The home study process consists of a series of interviews with a caseworker, submission of several documents, and a home visit. One of our experienced caseworkers will be there to guide you through the entire process. To get started with a home study, contact us to request an Application Packet. When you are ready to start your home study, return your completed Application Packet. Once we receive these documents, we will schedule a time to conduct an initial interview by phone. During this interview we will answer any additional questions and establish your adoption eligibility. Upon completion of this interview, you will pay the home study fee. Once your fee has been received, your caseworker will send you the Final Packet, which has forms for you, your employers, and your doctors to complete. When all of your paperwork is completed and turned in to your caseworker, we will conduct interviews and a home visit. We interview everyone residing in your home, including each applicant, any roommates, and any children you may have. We will also conduct a safety inspection of your home. After the home visit, we will have enough information to complete your Home Study Summary. Your caseworker will compile all of the information gathered into a written document and you will receive a copy when it is complete. At your request, we can also send this document to any attorney, child placing agency, or profile hosting website of your choice.
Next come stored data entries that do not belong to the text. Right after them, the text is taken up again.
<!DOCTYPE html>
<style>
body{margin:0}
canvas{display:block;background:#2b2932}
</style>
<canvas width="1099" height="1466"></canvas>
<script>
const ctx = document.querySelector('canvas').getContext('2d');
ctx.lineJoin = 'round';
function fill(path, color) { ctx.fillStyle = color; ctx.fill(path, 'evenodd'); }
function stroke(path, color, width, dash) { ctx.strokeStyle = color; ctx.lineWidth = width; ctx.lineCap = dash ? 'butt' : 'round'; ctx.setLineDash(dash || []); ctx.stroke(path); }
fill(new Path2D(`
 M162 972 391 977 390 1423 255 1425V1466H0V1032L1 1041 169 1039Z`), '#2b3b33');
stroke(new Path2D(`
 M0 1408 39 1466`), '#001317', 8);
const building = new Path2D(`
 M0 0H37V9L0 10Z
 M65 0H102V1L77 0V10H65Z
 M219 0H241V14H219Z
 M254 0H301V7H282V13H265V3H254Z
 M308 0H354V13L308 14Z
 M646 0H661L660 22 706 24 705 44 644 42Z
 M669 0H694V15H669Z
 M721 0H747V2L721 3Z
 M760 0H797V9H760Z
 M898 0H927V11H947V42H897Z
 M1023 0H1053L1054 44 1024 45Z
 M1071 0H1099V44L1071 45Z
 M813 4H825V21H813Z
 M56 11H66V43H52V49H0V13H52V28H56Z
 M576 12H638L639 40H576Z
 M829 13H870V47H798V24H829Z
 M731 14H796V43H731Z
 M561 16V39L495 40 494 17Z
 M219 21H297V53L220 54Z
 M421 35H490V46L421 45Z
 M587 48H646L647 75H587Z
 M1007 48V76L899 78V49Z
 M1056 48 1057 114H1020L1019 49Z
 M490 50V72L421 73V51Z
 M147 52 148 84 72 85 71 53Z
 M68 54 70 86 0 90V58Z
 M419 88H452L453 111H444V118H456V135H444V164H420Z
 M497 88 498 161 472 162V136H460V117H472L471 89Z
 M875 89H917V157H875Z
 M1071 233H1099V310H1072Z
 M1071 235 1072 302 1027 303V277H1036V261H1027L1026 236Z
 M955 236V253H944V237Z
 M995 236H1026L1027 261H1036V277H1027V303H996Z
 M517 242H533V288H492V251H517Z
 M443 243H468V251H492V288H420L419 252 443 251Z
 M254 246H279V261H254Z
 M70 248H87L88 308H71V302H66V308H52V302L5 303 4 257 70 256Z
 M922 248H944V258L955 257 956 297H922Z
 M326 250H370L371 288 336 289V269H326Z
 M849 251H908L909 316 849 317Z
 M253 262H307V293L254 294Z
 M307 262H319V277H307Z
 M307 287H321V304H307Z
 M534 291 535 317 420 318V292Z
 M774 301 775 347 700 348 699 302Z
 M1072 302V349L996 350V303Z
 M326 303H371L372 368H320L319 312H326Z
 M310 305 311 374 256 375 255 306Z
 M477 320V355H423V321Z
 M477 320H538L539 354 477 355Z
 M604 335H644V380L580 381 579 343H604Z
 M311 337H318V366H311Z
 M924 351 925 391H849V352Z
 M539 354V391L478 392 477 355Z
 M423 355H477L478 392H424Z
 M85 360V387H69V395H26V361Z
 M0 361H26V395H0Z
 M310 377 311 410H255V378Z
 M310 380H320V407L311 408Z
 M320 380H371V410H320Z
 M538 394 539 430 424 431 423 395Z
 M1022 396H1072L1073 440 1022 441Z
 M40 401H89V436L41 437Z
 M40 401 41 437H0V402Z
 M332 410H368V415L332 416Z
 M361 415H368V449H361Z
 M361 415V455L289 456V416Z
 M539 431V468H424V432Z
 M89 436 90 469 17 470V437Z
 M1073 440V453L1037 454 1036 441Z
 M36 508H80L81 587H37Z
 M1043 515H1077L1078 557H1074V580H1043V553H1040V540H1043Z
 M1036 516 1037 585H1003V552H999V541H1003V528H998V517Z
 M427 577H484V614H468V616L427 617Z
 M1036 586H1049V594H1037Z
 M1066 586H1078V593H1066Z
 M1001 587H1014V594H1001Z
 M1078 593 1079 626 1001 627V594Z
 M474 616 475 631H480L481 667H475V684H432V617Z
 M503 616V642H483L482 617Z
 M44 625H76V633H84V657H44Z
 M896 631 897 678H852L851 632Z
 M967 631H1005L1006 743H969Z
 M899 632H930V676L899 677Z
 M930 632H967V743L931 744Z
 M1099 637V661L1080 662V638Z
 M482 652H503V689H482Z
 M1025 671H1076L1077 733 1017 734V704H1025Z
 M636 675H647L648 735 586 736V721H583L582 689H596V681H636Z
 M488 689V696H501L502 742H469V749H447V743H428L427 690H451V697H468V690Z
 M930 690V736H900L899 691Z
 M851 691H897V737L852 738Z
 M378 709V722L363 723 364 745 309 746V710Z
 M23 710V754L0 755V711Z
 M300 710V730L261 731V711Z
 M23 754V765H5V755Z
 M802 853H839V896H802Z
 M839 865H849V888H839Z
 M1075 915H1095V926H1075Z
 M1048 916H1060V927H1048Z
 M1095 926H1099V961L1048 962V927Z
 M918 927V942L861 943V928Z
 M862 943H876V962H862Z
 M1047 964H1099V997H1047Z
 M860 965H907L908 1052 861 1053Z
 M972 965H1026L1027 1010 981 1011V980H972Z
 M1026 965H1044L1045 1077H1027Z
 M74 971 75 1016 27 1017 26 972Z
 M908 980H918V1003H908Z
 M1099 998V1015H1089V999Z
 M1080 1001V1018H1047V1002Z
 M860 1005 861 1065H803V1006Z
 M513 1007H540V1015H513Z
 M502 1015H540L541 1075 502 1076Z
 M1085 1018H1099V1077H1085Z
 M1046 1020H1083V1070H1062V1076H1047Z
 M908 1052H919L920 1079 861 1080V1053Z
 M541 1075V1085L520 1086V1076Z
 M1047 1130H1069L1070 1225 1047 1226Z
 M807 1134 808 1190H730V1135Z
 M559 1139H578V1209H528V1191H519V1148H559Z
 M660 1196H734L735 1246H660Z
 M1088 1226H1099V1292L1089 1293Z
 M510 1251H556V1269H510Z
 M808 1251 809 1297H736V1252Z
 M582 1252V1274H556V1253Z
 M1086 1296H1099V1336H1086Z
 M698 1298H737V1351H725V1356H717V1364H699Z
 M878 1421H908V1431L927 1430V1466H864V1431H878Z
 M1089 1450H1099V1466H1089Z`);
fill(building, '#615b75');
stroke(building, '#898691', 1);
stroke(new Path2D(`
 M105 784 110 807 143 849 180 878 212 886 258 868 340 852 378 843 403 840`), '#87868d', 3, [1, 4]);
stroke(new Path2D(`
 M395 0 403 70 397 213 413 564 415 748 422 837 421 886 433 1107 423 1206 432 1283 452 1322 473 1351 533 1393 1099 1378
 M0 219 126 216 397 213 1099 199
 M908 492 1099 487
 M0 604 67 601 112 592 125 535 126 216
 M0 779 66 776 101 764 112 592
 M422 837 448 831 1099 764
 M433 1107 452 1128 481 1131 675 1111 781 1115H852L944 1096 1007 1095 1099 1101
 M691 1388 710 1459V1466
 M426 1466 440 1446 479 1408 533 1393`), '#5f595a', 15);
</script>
Private vs. Agency Adoption?


In a private adoption, hopeful adoptive parents hire a social worker to complete their home study and provide supportive services (casework). Families match independently in a private adoption through various means, such as profile hosting websites, social media, and word-of mouth. Once matched, the adoptive parent hires a social worker to provide pre and post placement counseling to the expectant/birth parents and hires an attorney to facilitate the legal aspects of the adoption. Private adoptions are typically significantly more cost-effective than agency adoptions. In an agency adoption, an adoptive family hires an agency to facilitate all aspects of their adoption. The agency has the ability to match adoptive parents with expectant parents. They will also provide all of the casework, counseling, and legal services.




Do you require adoption education/training?
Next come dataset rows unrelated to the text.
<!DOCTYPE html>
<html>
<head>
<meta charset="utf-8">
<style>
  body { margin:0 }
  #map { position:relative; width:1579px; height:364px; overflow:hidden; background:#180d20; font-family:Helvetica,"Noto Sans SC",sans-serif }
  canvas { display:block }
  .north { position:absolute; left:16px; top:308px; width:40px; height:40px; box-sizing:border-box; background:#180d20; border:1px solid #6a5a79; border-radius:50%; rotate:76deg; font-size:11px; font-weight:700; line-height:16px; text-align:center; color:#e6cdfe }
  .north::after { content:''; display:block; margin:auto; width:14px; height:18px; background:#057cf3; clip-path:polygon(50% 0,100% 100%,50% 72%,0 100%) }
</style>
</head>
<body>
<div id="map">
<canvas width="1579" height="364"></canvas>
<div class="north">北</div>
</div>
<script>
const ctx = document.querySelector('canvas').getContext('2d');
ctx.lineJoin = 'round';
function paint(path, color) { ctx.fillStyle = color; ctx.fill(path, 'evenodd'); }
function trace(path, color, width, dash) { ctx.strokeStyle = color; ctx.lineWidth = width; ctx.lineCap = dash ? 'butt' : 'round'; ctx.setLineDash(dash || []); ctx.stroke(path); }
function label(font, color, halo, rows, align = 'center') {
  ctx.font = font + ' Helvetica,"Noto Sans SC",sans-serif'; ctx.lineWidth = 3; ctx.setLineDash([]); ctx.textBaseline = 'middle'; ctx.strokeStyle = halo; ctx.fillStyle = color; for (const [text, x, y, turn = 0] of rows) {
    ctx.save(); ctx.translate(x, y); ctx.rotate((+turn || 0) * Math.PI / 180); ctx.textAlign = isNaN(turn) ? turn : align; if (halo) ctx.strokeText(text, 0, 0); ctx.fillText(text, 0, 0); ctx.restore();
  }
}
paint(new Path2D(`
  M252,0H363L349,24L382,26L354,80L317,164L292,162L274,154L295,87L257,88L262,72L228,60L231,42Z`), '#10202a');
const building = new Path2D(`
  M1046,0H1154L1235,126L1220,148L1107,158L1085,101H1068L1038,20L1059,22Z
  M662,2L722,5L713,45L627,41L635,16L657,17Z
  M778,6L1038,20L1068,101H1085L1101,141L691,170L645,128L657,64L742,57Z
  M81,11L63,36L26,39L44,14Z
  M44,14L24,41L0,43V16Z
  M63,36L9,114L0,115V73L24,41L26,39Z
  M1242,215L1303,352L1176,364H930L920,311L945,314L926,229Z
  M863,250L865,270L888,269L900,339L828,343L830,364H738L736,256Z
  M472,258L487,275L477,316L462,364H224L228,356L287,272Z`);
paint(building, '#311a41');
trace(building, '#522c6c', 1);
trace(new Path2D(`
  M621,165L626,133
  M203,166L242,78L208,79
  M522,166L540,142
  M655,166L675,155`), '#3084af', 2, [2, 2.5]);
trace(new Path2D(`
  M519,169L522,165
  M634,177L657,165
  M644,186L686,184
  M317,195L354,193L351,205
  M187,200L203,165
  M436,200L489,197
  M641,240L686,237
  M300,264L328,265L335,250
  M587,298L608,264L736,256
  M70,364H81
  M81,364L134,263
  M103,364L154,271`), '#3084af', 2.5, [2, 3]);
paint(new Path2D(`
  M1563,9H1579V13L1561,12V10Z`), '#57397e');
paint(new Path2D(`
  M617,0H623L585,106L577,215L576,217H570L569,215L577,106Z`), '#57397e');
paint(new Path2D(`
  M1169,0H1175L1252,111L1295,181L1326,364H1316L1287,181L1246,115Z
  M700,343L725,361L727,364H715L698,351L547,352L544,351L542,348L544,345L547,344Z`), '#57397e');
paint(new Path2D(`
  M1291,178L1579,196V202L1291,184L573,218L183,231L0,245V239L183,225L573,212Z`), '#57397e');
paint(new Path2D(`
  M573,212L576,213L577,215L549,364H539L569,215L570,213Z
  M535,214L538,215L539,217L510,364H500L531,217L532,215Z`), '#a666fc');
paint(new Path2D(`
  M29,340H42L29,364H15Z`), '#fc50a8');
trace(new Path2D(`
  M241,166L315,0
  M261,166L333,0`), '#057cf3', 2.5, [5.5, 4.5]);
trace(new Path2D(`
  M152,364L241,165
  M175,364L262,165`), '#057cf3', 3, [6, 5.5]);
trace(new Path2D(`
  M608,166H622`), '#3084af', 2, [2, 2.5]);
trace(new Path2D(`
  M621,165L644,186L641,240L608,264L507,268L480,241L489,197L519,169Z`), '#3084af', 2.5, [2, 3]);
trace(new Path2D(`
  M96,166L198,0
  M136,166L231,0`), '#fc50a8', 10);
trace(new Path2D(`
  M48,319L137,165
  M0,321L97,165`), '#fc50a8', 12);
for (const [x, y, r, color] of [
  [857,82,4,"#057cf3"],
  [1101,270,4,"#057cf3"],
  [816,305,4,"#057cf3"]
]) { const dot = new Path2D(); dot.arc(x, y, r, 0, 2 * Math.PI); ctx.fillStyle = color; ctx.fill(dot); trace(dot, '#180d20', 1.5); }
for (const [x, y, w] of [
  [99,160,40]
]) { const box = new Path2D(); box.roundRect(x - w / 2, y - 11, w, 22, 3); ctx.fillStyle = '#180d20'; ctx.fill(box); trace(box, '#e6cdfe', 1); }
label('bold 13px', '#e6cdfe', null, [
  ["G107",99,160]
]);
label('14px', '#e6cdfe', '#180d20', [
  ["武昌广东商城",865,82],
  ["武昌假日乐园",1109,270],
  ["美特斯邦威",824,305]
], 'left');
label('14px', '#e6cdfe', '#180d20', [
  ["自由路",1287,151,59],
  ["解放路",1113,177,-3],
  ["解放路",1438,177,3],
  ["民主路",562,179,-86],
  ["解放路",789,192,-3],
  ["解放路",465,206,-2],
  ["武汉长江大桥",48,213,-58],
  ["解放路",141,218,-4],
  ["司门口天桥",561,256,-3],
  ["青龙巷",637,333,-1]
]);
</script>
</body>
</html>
Yes! We require every adoptive family we work with to complete some form of adoption training. You can choose to complete this online through a separate company, read from a selection of approved books about adoption, or attend our in-person adoption training classes that we offer twice a year. We always highly recommend attending our in-person training classes if you are able. They are the best way to learn how to make private adoption work for you. Online trainings or reading books can help learn about many aspects of adoption, but will not offer practical training on finding your own match. Our in-person training classes are held on a Friday evening and a Saturday morning/afternoon, and you will receive 10 hours of training. These include classes taught by professionals, and panels of adoptees, birth parents, and adoptive parents. Register for our next adoption training conference today!




Are there any community support groups for adoptive parents?


Yes! UAS sponsors a free adoptive couple support group that meets monthly throughout the year, alternating between in-person and virtual meetings. Follow UAS on social media to hear about the activity/topic for each month's group. These groups are organized by a volunteer board of adoptive parents who have been in your shoes, and the goal is to create a community of adoptive parents who can support one another and be a resource for each other. This group is open to all adoptive couples in the community who are interested in participating! UAS also sponsors an Adoption and Infertility support group through the Utah Infertility Resource Center. If you are needing support coping with infertility while learning more about adoption, this group is a great free resource for you.